Test matches (2): Sri Lanka 0, Pakistan 1
One-day internationals (3): Sri Lanka 0, Pakistan 2
Pakistan maintained their unbeaten Test-series record in Sri Lanka with a hard-fought 1-0 victory, and took the one-day series for good measure, which was significant as it kept Sri Lanka out of the top six of the rankings and forced them to pre-qualify for the 2006 Champions Trophy.
With a new-look pace attack spearheaded by 23-year-old Mohammad Asif, Pakistan showed great resilience to salvage a draw in Colombo, grinding out more than four sessions against Muttiah Muralitharan. Then they overpowered their opponents inside three days on a spiteful Kandy pitch to clinch the series, bowling out Sri Lanka for just 73.

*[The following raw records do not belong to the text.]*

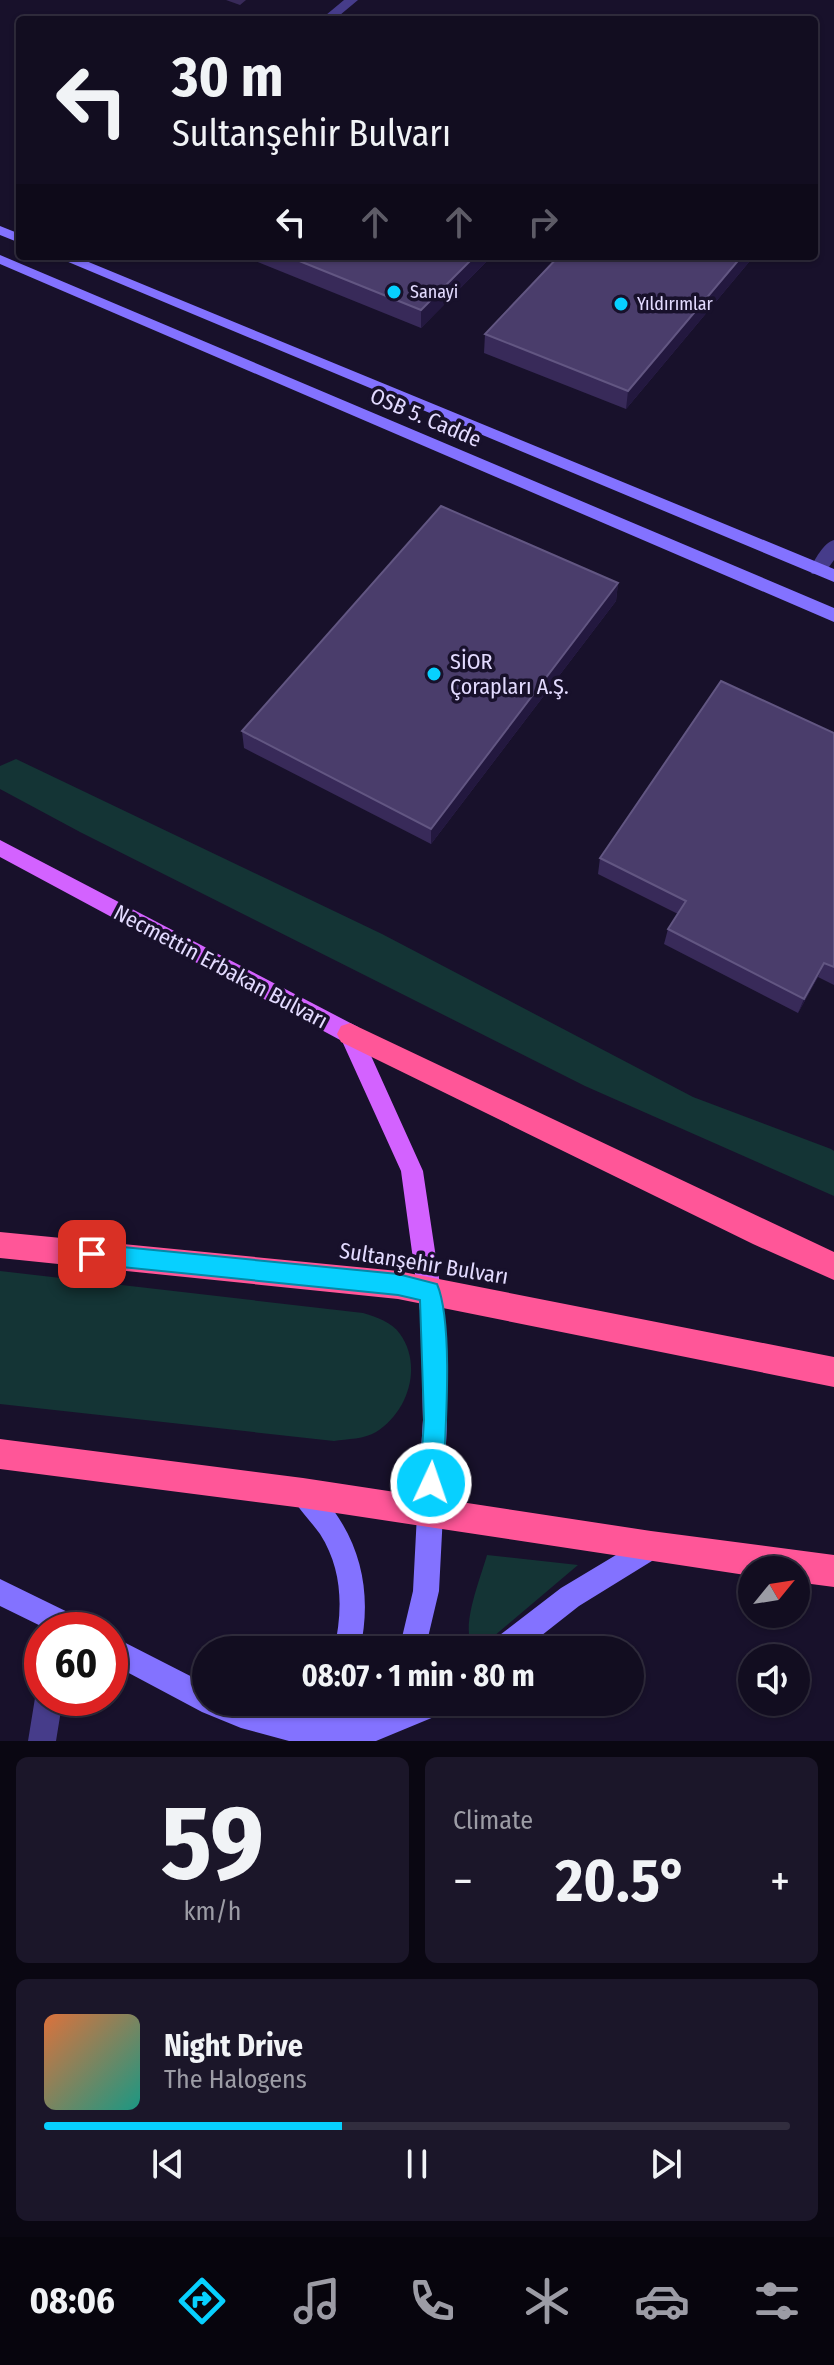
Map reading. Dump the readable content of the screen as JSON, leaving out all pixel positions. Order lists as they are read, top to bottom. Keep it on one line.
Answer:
{"streets":{"highway":["Sultanşehir Bulvarı"],"main road":["Necmettin Erbakan Bulvarı"],"street":["OSB 5. Cadde"]},"crossings":[["Necmettin Erbakan Bulvarı","Sultanşehir Bulvarı"]],"places":["Sanayi","Yıldırımlar","SİOR Çorapları A.Ş."],"north":"top right","page":{"turn":["30 m","Sultanşehir Bulvarı"],"limit":"60","trip":"08:07 · 1 min · 80 m","tile":[["59","km/h"],"Climate"],"heat":["−","20.5°","+"],"song":["Night Drive","The Halogens"],"tabs":"08:06"}}
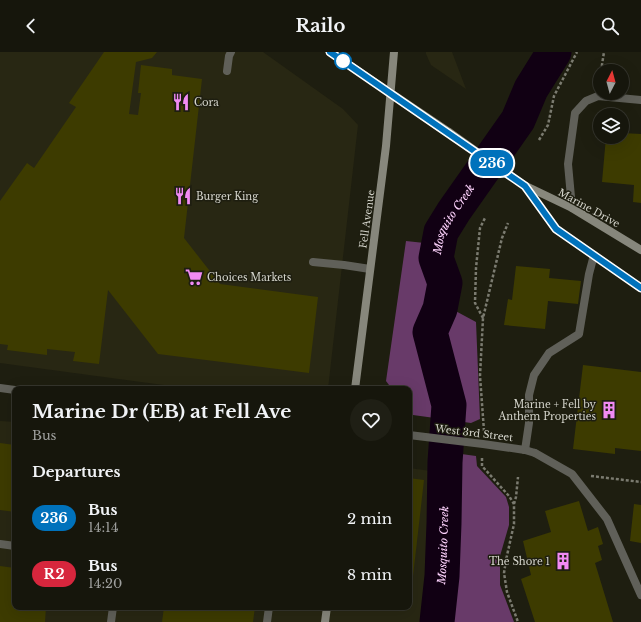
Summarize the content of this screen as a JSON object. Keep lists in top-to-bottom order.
{
  "streets": {
    "main road": ["Marine Drive", "Fell Avenue"],
    "street": ["West 3rd Street"]
  },
  "crossings": [
    ["Marine Drive", "Fell Avenue"]
  ],
  "water": ["Mosquito Creek"],
  "places": {
    "restaurant": ["Cora", "Burger King"],
    "supermarket": ["Choices Markets"],
    "building": ["Marine + Fell by Anthem Properties", "The Shore 1"]
  },
  "lines": ["bus line 236"],
  "north": "top",
  "page": {
    "header": "Railo",
    "on_map": "236",
    "heading": [
      ["Marine Dr (EB) at Fell Ave", "Bus"],
      "Departures"
    ],
    "list": [
      {
        "mark": "236",
        "name": "Bus",
        "note": "14:14",
        "value": "2 min"
      },
      {
        "mark": "R2",
        "name": "Bus",
        "note": "14:20",
        "value": "8 min"
      }
    ]
  }
}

Sri Lanka had some excuses: their hectic schedule during the previous six months took its toll on key players, including captain Marvan Atapattu, who withdrew after the first one-dayer with a recurrence of back trouble, and the fast-bowling linchpin Chaminda Vaas, forced out with a side strain. As a result, Mahela Jayawardene continued as skipper, with Kumar Sangakkara as vice-captain. It heralded a major transformation in the Sri Lankan team, with several new young players being given extended opportunities.
Pakistan were without Shoaib Akhtar, their enigmatic spearhead, who was recovering from surgery on a degenerative knee condition. The pace attack was also missing Mohammad Sami, dropped after failing to impress against India, and Shabbir Ahmed, given a year-long ban to sort out his action. Then Naved-ul-Hasan, the most experienced fast bowler left standing, missed both Tests because his wife fell ill. The batting was also affected - Mohammad Yousuf missed the First Test with a hamstring injury, while Shoaib Malik, a hero in Colombo for his eight-hour 148, was ill for Kandy.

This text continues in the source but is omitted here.